In hazardous environments such as mountains, knots are very important. In the event of someone falling into a ravine or a similar terrain feature, with the correct equipment and knowledge of knots a rappel system can be set up to lower a rescuer down to a casualty and set up a hauling system to allow a third individual to pull both the rescuer and the casualty out of the ravine. Further application of knots includes developing a high line, which is similar to a zip line, and which can be used to move supplies, injured people, or the untrained across rivers, crevices, or ravines. Note the systems mentioned typically require carabiners and the use of multiple appropriate knots. These knots include the bowline, double figure eight, munter hitch, munter mule, prusik, autoblock, and clove hitch. Thus any individual who goes into a mountainous environment should have basic knowledge of knots and knot systems to increase safety and the ability to undertake activities such as rappelling.

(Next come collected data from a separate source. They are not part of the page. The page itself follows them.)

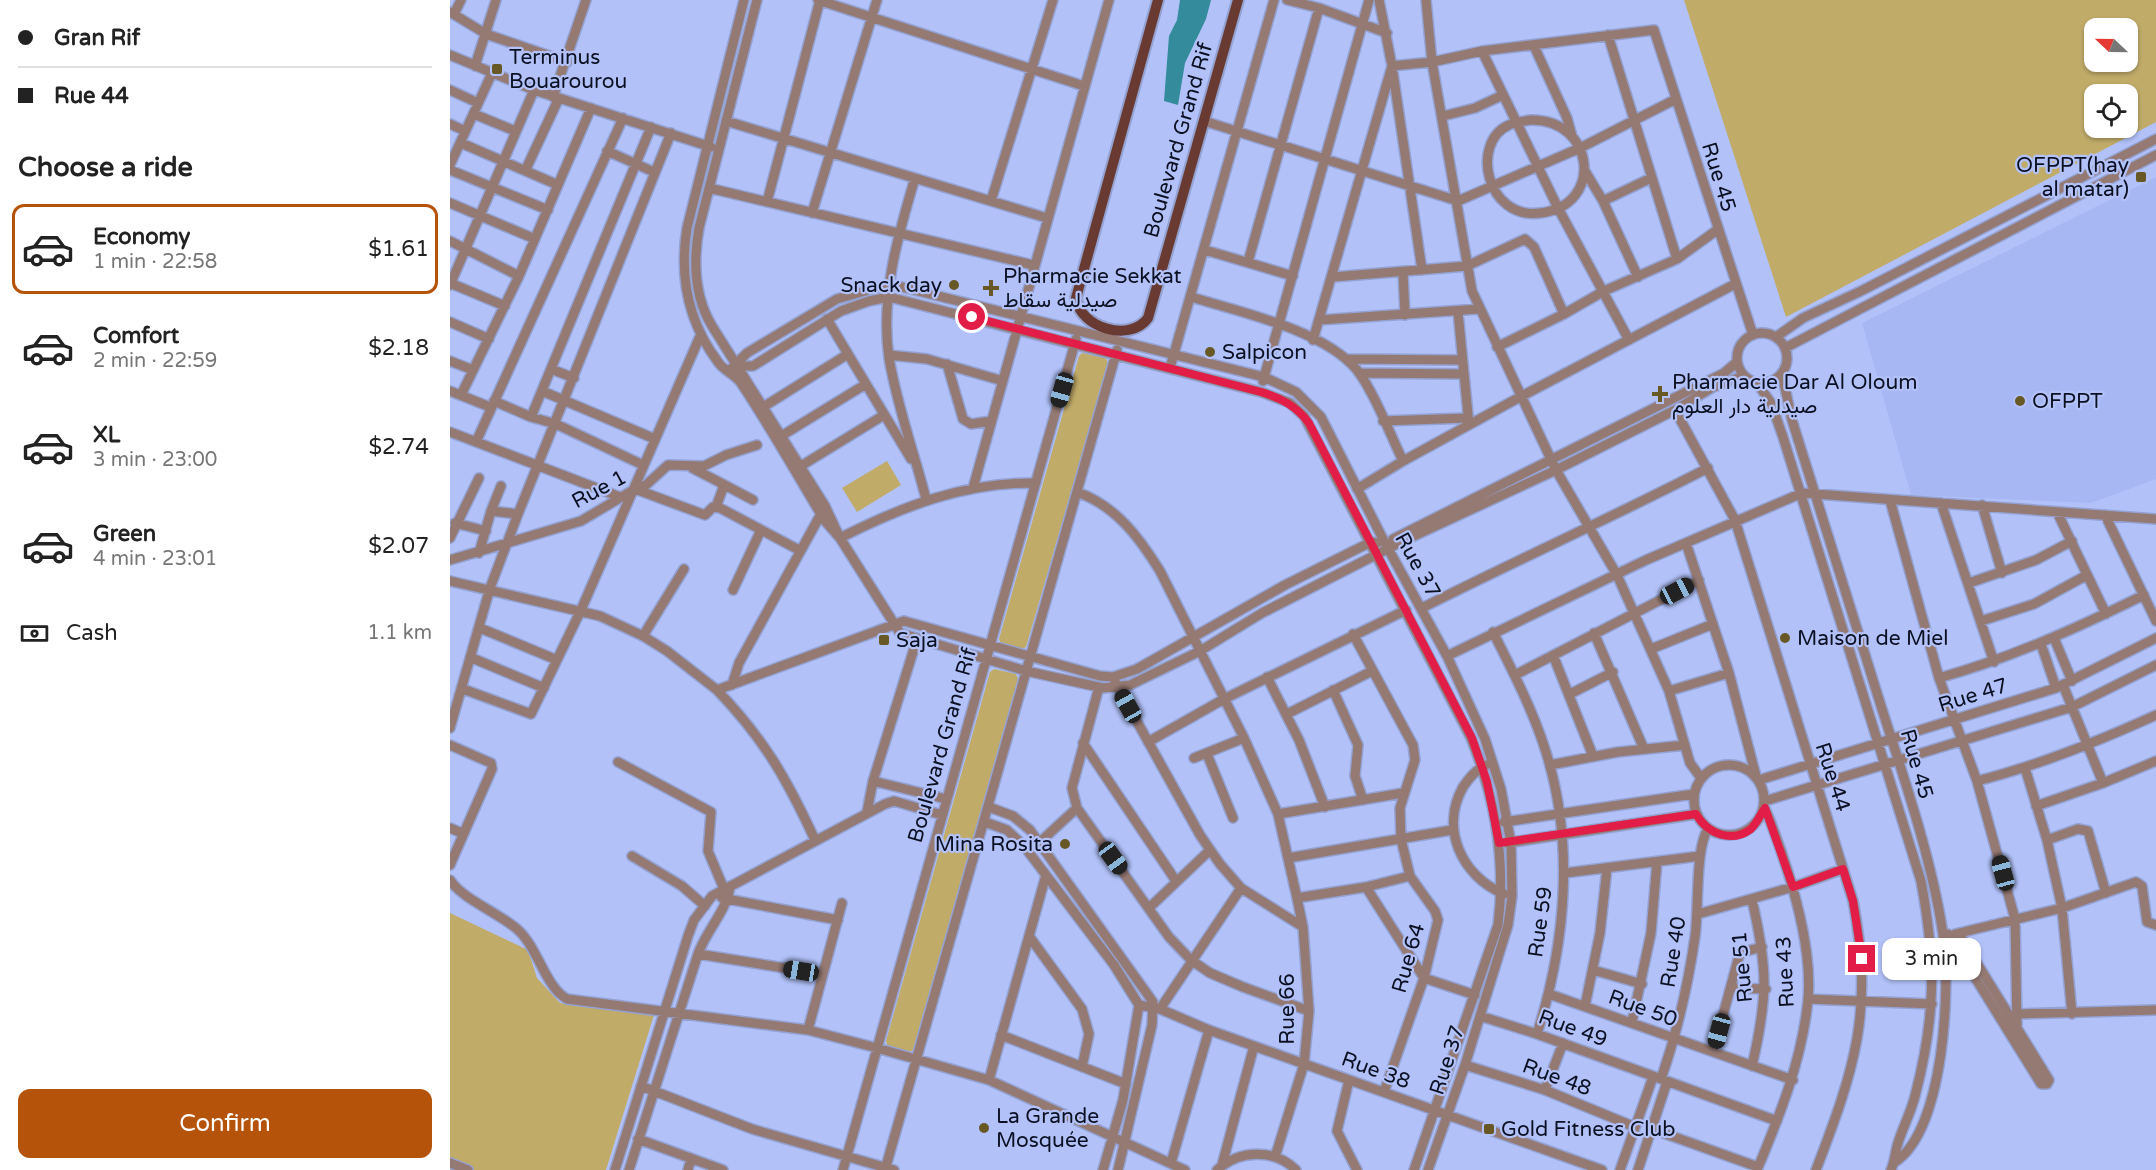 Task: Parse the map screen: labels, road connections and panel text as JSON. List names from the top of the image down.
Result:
{
  "streets": {
    "main road": ["Boulevard Grand Rif"],
    "street": [
      "Rue 45",
      "Rue 1",
      "Rue 37",
      "Rue 47",
      "Rue 44",
      "Rue 59",
      "Rue 40",
      "Rue 64",
      "Rue 51",
      "Rue 43",
      "Rue 50",
      "Rue 66",
      "Rue 49",
      "Rue 38",
      "Rue 48"
    ]
  },
  "crossings": [
    ["Boulevard Grand Rif", "Rue 37"],
    ["Rue 45", "Rue 47"],
    ["Rue 37", "Rue 49"],
    ["Rue 37", "Rue 38"],
    ["Rue 37", "Rue 48"],
    ["Rue 47", "Rue 44"],
    ["Rue 47", "Rue 40"],
    ["Rue 47", "Rue 43"],
    ["Rue 59", "Rue 50"],
    ["Rue 59", "Rue 49"],
    ["Rue 40", "Rue 43"],
    ["Rue 40", "Rue 50"],
    ["Rue 40", "Rue 49"],
    ["Rue 40", "Rue 48"],
    ["Rue 64", "Rue 38"],
    ["Rue 51", "Rue 50"],
    ["Rue 43", "Rue 50"],
    ["Rue 43", "Rue 49"],
    ["Rue 66", "Rue 38"]
  ],
  "places": {
    "transit": [
      "Terminus Bouarourou",
      "OFPPT(hay al matar)",
      "Saja",
      "Gold Fitness Club"
    ],
    "other": [
      "Snack day",
      "Salpicon",
      "OFPPT",
      "Maison de Miel",
      "Mina Rosita",
      "La Grande Mosquée"
    ],
    "health": ["Pharmacie Sekkat صيدلية سقاط", "Pharmacie Dar Al Oloum صيدلية دار العلوم"]
  },
  "north": "left",
  "page": {
    "banner": ["Gran Rif", "Rue 44"],
    "heading": "Choose a ride",
    "list": [
      {
        "name": "Economy",
        "note": "1 min · 22:58",
        "value": "$1.61"
      },
      {
        "name": "Comfort",
        "note": "2 min · 22:59",
        "value": "$2.18"
      },
      {
        "name": "XL",
        "note": "3 min · 23:00",
        "value": "$2.74"
      },
      {
        "name": "Green",
        "note": "4 min · 23:01",
        "value": "$2.07"
      }
    ],
    "pay": ["Cash", "1.1 km"],
    "bubble": "3 min",
    "buttons": "Confirm"
  }
}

Knots can be applied in combination to produce complex objects such as lanyards and netting. In ropework, the frayed end of a rope is held together by a type of knot called a whipping knot. Many types of textiles use knots to repair damage. Macramé, one kind of textile, is generated exclusively through the use of knotting, instead of knits, crochets, weaves or felting. Macramé can produce self-supporting three-dimensional textile structures, as well as flat work, and is often used ornamentally or decoratively.

==Properties==

===Strength===

Knots weaken the rope in which they are made. When knotted rope is strained to its breaking point, it almost always fails at the knot or close to it, unless it is defective or damaged elsewhere. The bending, crushing, and chafing forces that hold a knot in place also unevenly stress rope fibers and ultimately lead to a reduction in strength. The exact mechanisms that cause the weakening and failure are complex and are the subject of continued study. Special fibers that show differences in color in response to strain are being developed and used to study stress as it relates to types of knots.

Relative knot strength, also called knot efficiency, is the breaking strength of a knotted rope in proportion to the breaking strength of the rope without the knot. Determining a precise value for a particular knot is difficult because many factors can affect a knot efficiency test: the type of fiber, the style of rope, the size of rope, whether it is wet or dry, how the knot is dressed before loading, how rapidly it is loaded, whether the knot is repeatedly loaded, and so on. The efficiency of common knots ranges between 40 and 80% of the rope's original strength.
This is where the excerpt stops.